Let us assume we already know the Principle of (weak) Mathematical Induction (if $\mathrm{P}(0)$ is true and $\mathrm{P}(n+1)$ is also true whenever $\mathrm{P}(n)$ is, then $\forall n \in \mathbb{N} \ \ \mathrm{P}(n)$ is true) which is really a trivial consequence of the construction of $\mathbb{N}$. We can also assume the well-ordering principle for $\mathbb{N}$.

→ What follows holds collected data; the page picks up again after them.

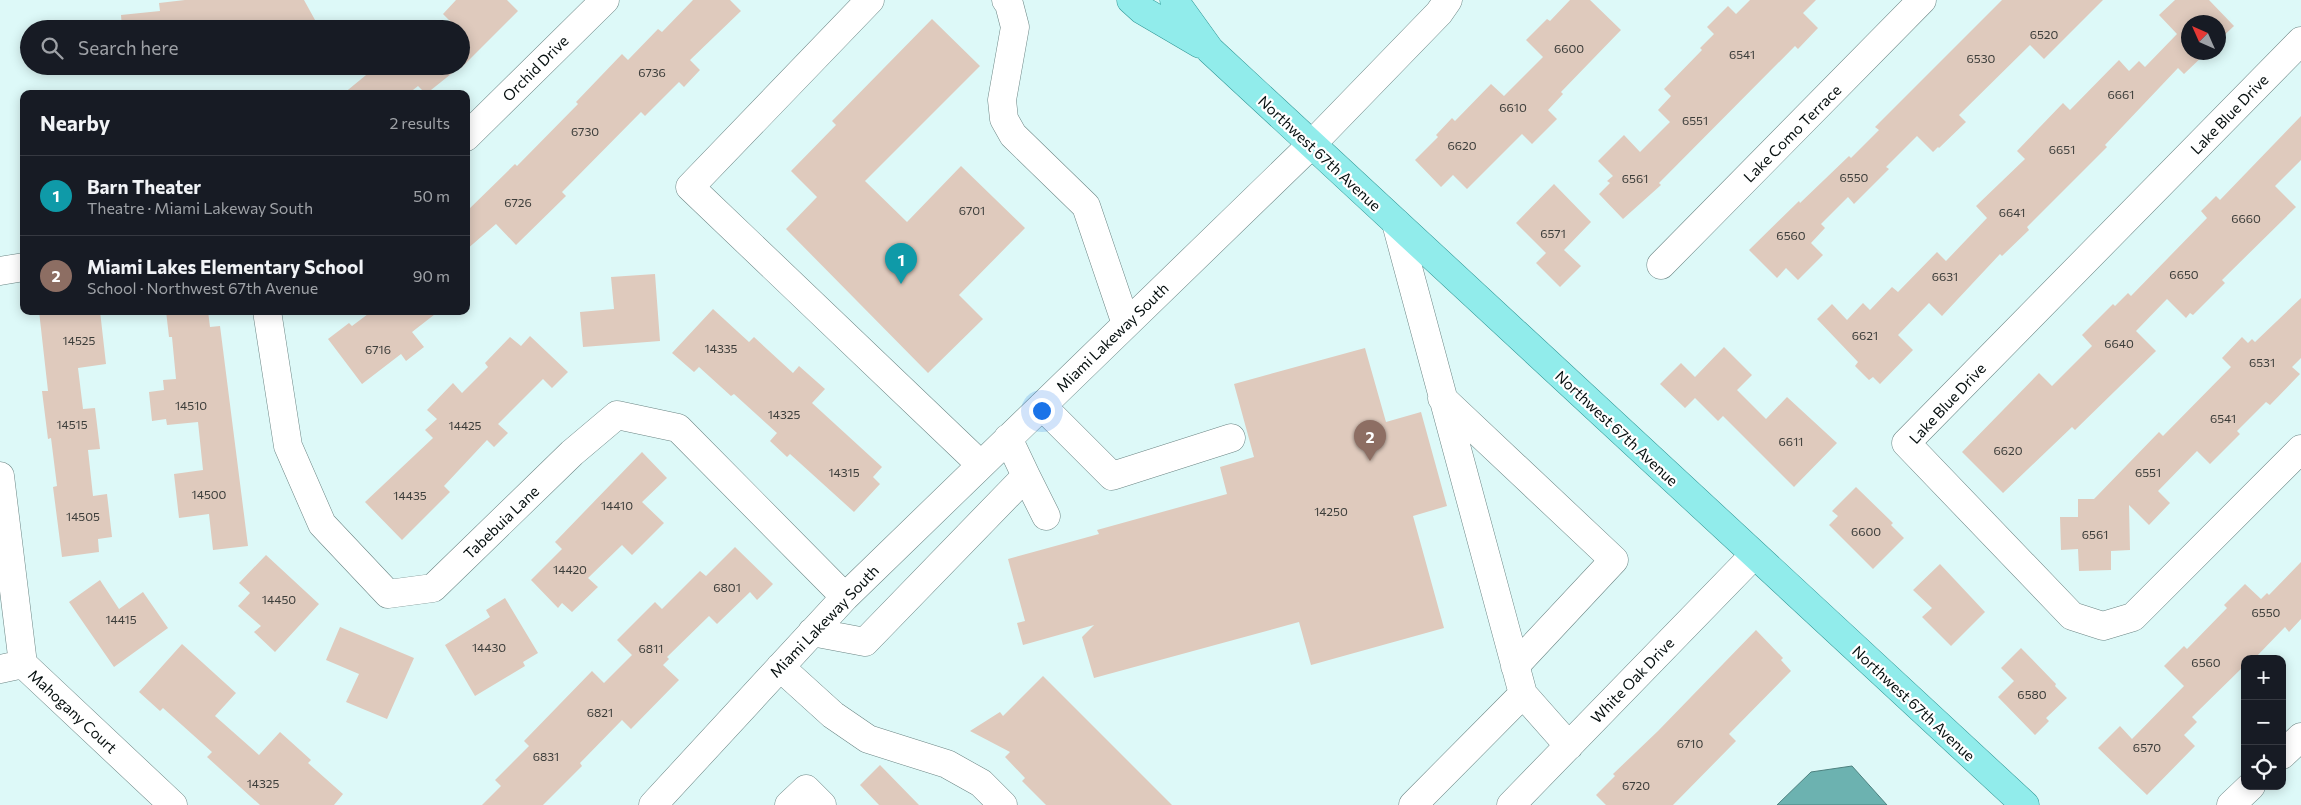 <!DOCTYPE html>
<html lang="en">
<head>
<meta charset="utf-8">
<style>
  body { margin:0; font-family:Commissioner,sans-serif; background:#242831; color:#f1f3f6 }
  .controls { position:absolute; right:15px; bottom:15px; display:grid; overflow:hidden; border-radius:10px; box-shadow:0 2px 12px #0003 }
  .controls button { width:45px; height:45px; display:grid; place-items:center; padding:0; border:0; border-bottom:1px solid #363941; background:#171b24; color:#f1f3f6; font:25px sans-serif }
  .compass { position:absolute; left:2181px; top:15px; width:45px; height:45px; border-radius:50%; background:#171b24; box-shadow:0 2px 12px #0003; rotate:315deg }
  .you { position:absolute; left:1041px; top:410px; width:18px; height:18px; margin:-12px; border:4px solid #fff; border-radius:50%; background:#1a73e8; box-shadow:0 0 0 8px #1a73e833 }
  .badge { display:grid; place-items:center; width:32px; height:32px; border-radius:50%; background:#8c9099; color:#fff; font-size:16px; font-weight:700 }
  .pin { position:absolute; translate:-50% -41px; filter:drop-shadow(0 1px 2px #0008) }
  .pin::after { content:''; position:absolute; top:26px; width:18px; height:15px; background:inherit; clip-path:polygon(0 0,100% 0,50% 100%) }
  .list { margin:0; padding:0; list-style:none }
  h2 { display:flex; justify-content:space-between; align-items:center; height:65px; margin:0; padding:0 20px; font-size:21px }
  h2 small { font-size:16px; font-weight:400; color:#9ea1a6 }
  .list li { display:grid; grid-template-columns:32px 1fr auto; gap:15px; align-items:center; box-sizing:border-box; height:80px; padding:0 20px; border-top:1px solid #363941 }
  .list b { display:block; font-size:19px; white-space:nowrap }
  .list p { margin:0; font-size:16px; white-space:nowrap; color:#9ea1a6 }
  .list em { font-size:16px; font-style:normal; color:#9ea1a6 }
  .icon { flex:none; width:28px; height:28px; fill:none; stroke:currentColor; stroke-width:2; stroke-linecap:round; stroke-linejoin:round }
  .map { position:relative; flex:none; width:2301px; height:805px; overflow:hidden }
  .search { position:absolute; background:#171b24; box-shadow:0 2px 12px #0003; left:20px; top:20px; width:450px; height:55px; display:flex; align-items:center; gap:12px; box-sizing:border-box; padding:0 18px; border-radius:28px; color:#9ea1a6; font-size:19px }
  .panel { position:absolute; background:#171b24; box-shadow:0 2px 12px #0003; left:20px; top:90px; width:450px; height:225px; border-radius:10px }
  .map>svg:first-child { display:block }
  .water { fill:#6cb2b0; stroke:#4d817f }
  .building { fill:#dfcabd }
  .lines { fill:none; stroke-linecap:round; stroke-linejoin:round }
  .minor-casing { stroke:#6b8584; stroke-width:29 }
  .major-casing { stroke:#309695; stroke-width:29 }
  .minor { stroke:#fff; stroke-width:28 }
  .major { stroke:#91eceb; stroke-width:28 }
  .labels { text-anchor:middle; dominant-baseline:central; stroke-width:4.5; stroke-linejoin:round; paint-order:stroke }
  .number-label { font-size:12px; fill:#3c3d3a }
  .street-label { font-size:15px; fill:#050e0e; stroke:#fff }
</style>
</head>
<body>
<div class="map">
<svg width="2301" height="805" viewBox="0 0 2301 805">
  <rect width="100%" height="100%" fill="#ddf9f8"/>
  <path class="water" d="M 1852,766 L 1887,805 L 1777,805 L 1811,772 Z"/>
  <path class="building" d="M 185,0 L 304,0 L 320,29 L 122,29 L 121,15 L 160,11 L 159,3 Z
    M 456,0 L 507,0 L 518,11 L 461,68 L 461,29 L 458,29 L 443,14 Z
    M 693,0 L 730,0 L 741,11 L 690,60 L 700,70 L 684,87 L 679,82 L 645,116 L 641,112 L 562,192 L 566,196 L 516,245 L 496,224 L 466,250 L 466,212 L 515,164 L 517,166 L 578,104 L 576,102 L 622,54 L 628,60 L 658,29 L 662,32 Z
    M 1570,0 L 1590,0 L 1621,30 L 1561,92 L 1563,94 L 1548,110 L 1557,119 L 1532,144 L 1522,134 L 1467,189 L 1453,175 L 1441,187 L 1415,160 L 1438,137 L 1436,135 L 1452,118 L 1455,121 L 1491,84 L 1504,96 L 1543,57 L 1526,40 L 1547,19 L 1550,21 Z
    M 1750,0 L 1816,0 L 1803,13 L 1818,28 L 1798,49 L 1795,46 L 1659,183 L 1661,185 L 1623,219 L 1599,194 L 1610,183 L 1607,181 L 1613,176 L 1598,161 L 1624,135 L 1640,152 L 1670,122 L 1658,110 L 1671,96 L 1664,89 L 1702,50 L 1700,48 L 1714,34 L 1707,27 L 1728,6 L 1736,14 Z
    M 2002,0 L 2103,0 L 2044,59 L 2030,45 L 1959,115 L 1966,122 L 1939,148 L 1938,147 L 1933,152 L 1917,136 L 1886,167 L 1889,169 L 1854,204 L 1848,197 L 1821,224 L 1825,228 L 1811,243 L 1823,255 L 1798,280 L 1786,268 L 1777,278 L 1749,250 L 1799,201 L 1800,203 L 1849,156 L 1851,158 L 1879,130 L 1875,127 Z
    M 2175,0 L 2209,0 L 2234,26 L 2218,41 L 2218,22 L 2188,22 L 2188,52 L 2207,52 L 2184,74 L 2178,68 L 2105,145 L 2107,147 L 2027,227 L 2029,230 L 2002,256 L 2000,254 L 1942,316 L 1929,303 L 1898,335 L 1913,350 L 1880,384 L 1873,377 L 1869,380 L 1855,366 L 1858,362 L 1817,319 L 1832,304 L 1847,320 L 1863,303 L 1870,310 L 1892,287 L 1898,292 L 1937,252 L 1946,261 L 1987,218 L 1976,206 L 2025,159 L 2017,151 L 2063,103 L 2070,110 L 2119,60 L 2129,71 L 2139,61 L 2145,67 L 2177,34 L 2159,15 Z
    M 932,19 L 980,66 L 865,181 L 907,222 L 961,166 L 1025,228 L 959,295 L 983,319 L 928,373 L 786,229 L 817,197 L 791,171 L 836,125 L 832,121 Z
    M 377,66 L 461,66 L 426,94 L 418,86 L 408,94 L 343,94 Z
    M 2301,116 L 2301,160 L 2275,186 L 2296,207 L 2222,280 L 2225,283 L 2193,315 L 2190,313 L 2186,318 L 2167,299 L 2136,331 L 2156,351 L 2075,430 L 2072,427 L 2003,493 L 1962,452 L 2039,373 L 2052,386 L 2092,346 L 2082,335 L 2113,304 L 2115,306 L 2128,293 L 2131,296 L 2207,218 L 2201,211 L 2216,196 L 2220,200 Z
    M 1554,184 L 1591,222 L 1564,250 L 1581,266 L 1560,287 L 1536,263 L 1546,253 L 1516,223 Z
    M 655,274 L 660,341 L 583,347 L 580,312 L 614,309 L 611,277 Z
    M 2301,298 L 2301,358 L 2292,367 L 2300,374 L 2270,405 L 2266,402 L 2237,431 L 2240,434 L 2210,464 L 2197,451 L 2158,491 L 2170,503 L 2149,525 L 2129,505 L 2130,550 L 2111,551 L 2111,570 L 2079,571 L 2078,549 L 2061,550 L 2060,517 L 2078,517 L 2078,499 L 2094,499 L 2159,432 L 2163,436 L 2231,367 L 2222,358 L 2242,337 L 2248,343 L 2252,339 L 2255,342 Z
    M 713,309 L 749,342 L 754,337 L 793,373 L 799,366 L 825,389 L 812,403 L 882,467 L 873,477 L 880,484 L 854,512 L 790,454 L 787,457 L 770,441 L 777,433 L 734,394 L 731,396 L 699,367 L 694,372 L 672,353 Z
    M 39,311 L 100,311 L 106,364 L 78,368 L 83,409 L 95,408 L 100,449 L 88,450 L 93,496 L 107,494 L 112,537 L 98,539 L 99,552 L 62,557 L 53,487 L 57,486 L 51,438 L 48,439 L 42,391 L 48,391 Z
    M 166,311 L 208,311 L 210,327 L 220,326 L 248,546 L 213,550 L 209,514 L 179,518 L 174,474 L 203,470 L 198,422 L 167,425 L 166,419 L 152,421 L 149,392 L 164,390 L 163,380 L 176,379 L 172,337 L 169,337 Z
    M 372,311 L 439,311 L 412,332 L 424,347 L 406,361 L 401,354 L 362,384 L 328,339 L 349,323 L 352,326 Z
    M 530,336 L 568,372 L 552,388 L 543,379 L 498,424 L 508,433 L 494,447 L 487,440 L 444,486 L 450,492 L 402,540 L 365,502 L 433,438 L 425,430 L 437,419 L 427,410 L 453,383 L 462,393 L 488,367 L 485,363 L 510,337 L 521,346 Z
    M 1724,347 L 1752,375 L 1737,390 L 1766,419 L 1787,397 L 1837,443 L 1794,487 L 1723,416 L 1718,421 L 1695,398 L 1685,408 L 1660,384 L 1681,363 L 1695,377 Z
    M 1365,348 L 1386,422 L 1421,412 L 1447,506 L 1413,516 L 1444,628 L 1311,665 L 1299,622 L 1094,678 L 1082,637 L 1094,625 L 1023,645 L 1017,623 L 1025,621 L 1008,559 L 1099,534 L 1097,530 L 1227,494 L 1220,467 L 1254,457 L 1234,384 Z
    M 642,452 L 667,478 L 642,502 L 664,523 L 632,555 L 622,545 L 588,578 L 598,587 L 572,612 L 562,603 L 558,608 L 531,580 L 562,549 L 555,542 Z
    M 1856,487 L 1893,523 L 1891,525 L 1904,538 L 1873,569 L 1829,525 L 1838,516 L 1832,511 Z
    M 735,547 L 773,584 L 757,600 L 750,592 L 717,624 L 709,616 L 667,657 L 669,659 L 663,665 L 679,680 L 631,729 L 622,720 L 580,763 L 582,766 L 543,805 L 482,805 L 501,786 L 495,780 L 529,746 L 524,741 L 592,671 L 604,683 L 632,655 L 617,640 L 655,602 L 662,609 L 700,571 L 706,576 Z
    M 266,555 L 319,604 L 275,652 L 254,632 L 261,626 L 238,606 L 250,593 L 239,583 Z
    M 2301,562 L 2301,619 L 2289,632 L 2285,627 L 2254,659 L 2245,659 L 2245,665 L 2192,717 L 2197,722 L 2184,735 L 2195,746 L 2147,795 L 2098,748 L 2120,726 L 2132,739 L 2184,686 L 2164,666 L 2184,646 L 2187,649 L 2227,608 L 2224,605 L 2245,584 L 2261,599 L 2267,593 L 2269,595 Z
    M 1940,564 L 1985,612 L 1951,646 L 1922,617 L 1932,608 L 1913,590 Z
    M 100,580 L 119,609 L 143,592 L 168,628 L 114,667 L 69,602 Z
    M 505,598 L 538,653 L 523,662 L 525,666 L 475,696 L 445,645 L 490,617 L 486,610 Z
    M 340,627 L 414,658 L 387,719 L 346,702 L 359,674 L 326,660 Z
    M 1756,630 L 1783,658 L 1781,660 L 1791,671 L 1729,734 L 1736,741 L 1673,805 L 1606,805 L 1596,795 L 1615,776 L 1613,774 L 1658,731 Z
    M 182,644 L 236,693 L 215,716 L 259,755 L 280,732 L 311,760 L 308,763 L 343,794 L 334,805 L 260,805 L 207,757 L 212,752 L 163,708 L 160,711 L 139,692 Z
    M 2021,648 L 2056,684 L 2055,686 L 2067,698 L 2046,718 L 2049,721 L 2035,735 L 1998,697 L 2014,681 L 2001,668 Z
    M 1043,676 L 1172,805 L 1046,805 L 1022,781 L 1025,778 L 1005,757 L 1010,752 L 970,731 L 1000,712 L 1003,716 Z
    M 880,765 L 919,805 L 879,805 L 860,785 Z"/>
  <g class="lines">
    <defs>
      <path id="minor" d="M 870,0 L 690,187 L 981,465
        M 1006,0 L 1009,4 L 1015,27 L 1002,100 L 1004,119 L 1013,135 L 1086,206 L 1126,324
        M 2301,41 L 1906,443 L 2072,616 L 2103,626 L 2133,617 L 2301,449
        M 466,137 L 605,0
        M 1396,223 L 1523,694 L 1569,746
        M 1661,265 L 1922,0
        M 0,271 L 24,267
        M 267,311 L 288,446 L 322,524 L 388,594 L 433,588 L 572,453 L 617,415 L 678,428 L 845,597
        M 1442,398 L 1614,560 L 1515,666
        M 1042,406 L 1112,476 L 1231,438
        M 0,476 L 23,664 L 173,805
        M 1026,476 L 1046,516
        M 812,632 L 865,642 L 1026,476 L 1008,438
        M 780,667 L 833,715 L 868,739 L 947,764 L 981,783 L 1003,805
        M 0,669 L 23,664
        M 2282,755 L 2301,737
        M 653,805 L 845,597 L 1311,145 L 1439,13 L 1448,0
        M 789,805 L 806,789 L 822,805
        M 1413,805 L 1523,694
        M 1511,805 L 1754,555
        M 2231,805 L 2251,786"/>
      <path id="major" d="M 1131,0 L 1142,10 L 1200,44
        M 1174,0 L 1210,50 L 2025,805"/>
    </defs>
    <use href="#minor" class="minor-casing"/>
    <use href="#major" class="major-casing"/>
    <use href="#minor" class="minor"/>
    <use href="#major" class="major"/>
  </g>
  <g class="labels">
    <g class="number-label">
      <text x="2044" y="34">6520</text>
      <text x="1569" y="48">6600</text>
      <text x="1742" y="54">6541</text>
      <text x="1981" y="58">6530</text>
      <text x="652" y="72">6736</text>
      <text x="2121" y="94">6661</text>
      <text x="1513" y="107">6610</text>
      <text x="1695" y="120">6551</text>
      <text x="585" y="131">6730</text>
      <text x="1462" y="145">6620</text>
      <text x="2062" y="149">6651</text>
      <text x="1854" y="177">6550</text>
      <text x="1635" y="178">6561</text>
      <text x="518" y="202">6726</text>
      <text x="972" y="210">6701</text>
      <text x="2012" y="212">6641</text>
      <text x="2246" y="218">6660</text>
      <text x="1553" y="233">6571</text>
      <text x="1791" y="235">6560</text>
      <text x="2184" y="274">6650</text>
      <text x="1945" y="276">6631</text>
      <text x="1865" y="335">6621</text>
      <text x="79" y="340">14525</text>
      <text x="2119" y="343">6640</text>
      <text x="721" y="348">14335</text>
      <text x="378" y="349">6716</text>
      <text x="2262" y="362">6531</text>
      <text x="191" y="405">14510</text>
      <text x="784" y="414">14325</text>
      <text x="2223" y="418">6541</text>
      <text x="72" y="424">14515</text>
      <text x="465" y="425">14425</text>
      <text x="1791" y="441">6611</text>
      <text x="2008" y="450">6620</text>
      <text x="844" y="472">14315</text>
      <text x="2148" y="472">6551</text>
      <text x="209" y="494">14500</text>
      <text x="410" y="495">14435</text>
      <text x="617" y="505">14410</text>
      <text x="1331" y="511">14250</text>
      <text x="83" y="516">14505</text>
      <text x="1866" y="531">6600</text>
      <text x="2095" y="534">6561</text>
      <text x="570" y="569">14420</text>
      <text x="727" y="587">6801</text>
      <text x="279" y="599">14450</text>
      <text x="2266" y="612">6550</text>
      <text x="121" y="619">14415</text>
      <text x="489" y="647">14430</text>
      <text x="651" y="648">6811</text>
      <text x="2206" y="662">6560</text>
      <text x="2032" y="694">6580</text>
      <text x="600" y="712">6821</text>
      <text x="1690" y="743">6710</text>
      <text x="2147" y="747">6570</text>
      <text x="546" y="756">6831</text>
      <text x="263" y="783">14325</text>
      <text x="1636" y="785">6720</text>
    </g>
    <g class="street-label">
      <text transform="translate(535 68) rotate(-45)">Orchid Drive</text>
      <text transform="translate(2229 114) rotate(-46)">Lake Blue Drive</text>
      <text transform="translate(1792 133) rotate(-45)">Lake Como Terrace</text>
      <text transform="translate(1320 153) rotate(43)">Northwest 67th Avenue</text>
      <text transform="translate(1112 337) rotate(-44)">Miami Lakeway South</text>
      <text transform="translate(1947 403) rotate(-47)">Lake Blue Drive</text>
      <text transform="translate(1617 428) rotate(43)">Northwest 67th Avenue</text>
      <text transform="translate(501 522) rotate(-44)">Tabebuia Lane</text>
      <text transform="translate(824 621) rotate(-46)">Miami Lakeway South</text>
      <text transform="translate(1632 680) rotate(-46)">White Oak Drive</text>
      <text transform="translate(1914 703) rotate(43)">Northwest 67th Avenue</text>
      <text transform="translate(73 711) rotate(43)">Mahogany Court</text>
    </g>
  </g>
</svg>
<div class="controls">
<button>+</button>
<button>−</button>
<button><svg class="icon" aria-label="locate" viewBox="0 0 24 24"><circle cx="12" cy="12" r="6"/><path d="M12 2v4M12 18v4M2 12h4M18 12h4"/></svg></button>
</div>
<svg class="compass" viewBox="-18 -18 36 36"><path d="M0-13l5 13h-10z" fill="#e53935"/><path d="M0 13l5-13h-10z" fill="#9ea1a6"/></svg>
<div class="you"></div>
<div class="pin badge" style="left:901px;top:284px;background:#0f9aa8">1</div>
<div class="pin badge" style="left:1370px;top:461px;background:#8d6e63">2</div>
<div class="search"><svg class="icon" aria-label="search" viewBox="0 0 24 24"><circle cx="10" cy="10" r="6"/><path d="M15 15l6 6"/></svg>Search here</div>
<section class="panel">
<h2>Nearby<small>2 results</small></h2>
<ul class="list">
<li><span class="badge" style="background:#0f9aa8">1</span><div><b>Barn Theater</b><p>Theatre · Miami Lakeway South</p></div><em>50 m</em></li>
<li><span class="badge" style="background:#8d6e63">2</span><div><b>Miami Lakes Elementary School</b><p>School · Northwest 67th Avenue</p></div><em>90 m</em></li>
</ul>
</section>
</div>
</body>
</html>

What I need to prove is the following "generalized" (weak) induction principle:
$\forall k \in \mathbb{N} \ \ \forall$ properties $\mathrm{P}(x)$
($\mathrm{P}(k)$ holds and $\forall n \in \mathbb{N}, k \leq n: \ \mathrm{P}(n) \Rightarrow \mathrm{P}(n+1)) \Rightarrow \forall n \in \mathbb{N}, k \leq n: \ \mathrm{P}(n)$ holds
I have tried to use the ordinary induction on $k$. For $k = 0$ it becomes the Principle of (weak) Mathematical Induction.
However, even assuming it's true for $k$, I can't seem to prove it also is for $k+1$.
Before asking this question, I was sure it had been asked already, but I can't seem to find a prood of that exact theorem. It's either the weak induction with a basis $0$, or the strong induction.
Sure, fix $k$. Define the property $Q(n)$ as $P(k+n)$.
Now we can prove that $Q(0)$ holds, and $Q(n)\rightarrow Q(n+1)$. By induction, we get that for all $n$, $Q(n)$ holds. Which translates to $P(n)$ for all $n\geq k$ holds.
Alternatively, define $Q'(n)$ as "true" for $n<k$ and $P(n)$ for $n\geq k$, and again prove by induction that $\forall n: Q'(n)$ holds.
Since our $k$ and $P$ were arbitrary, the conclusion follows.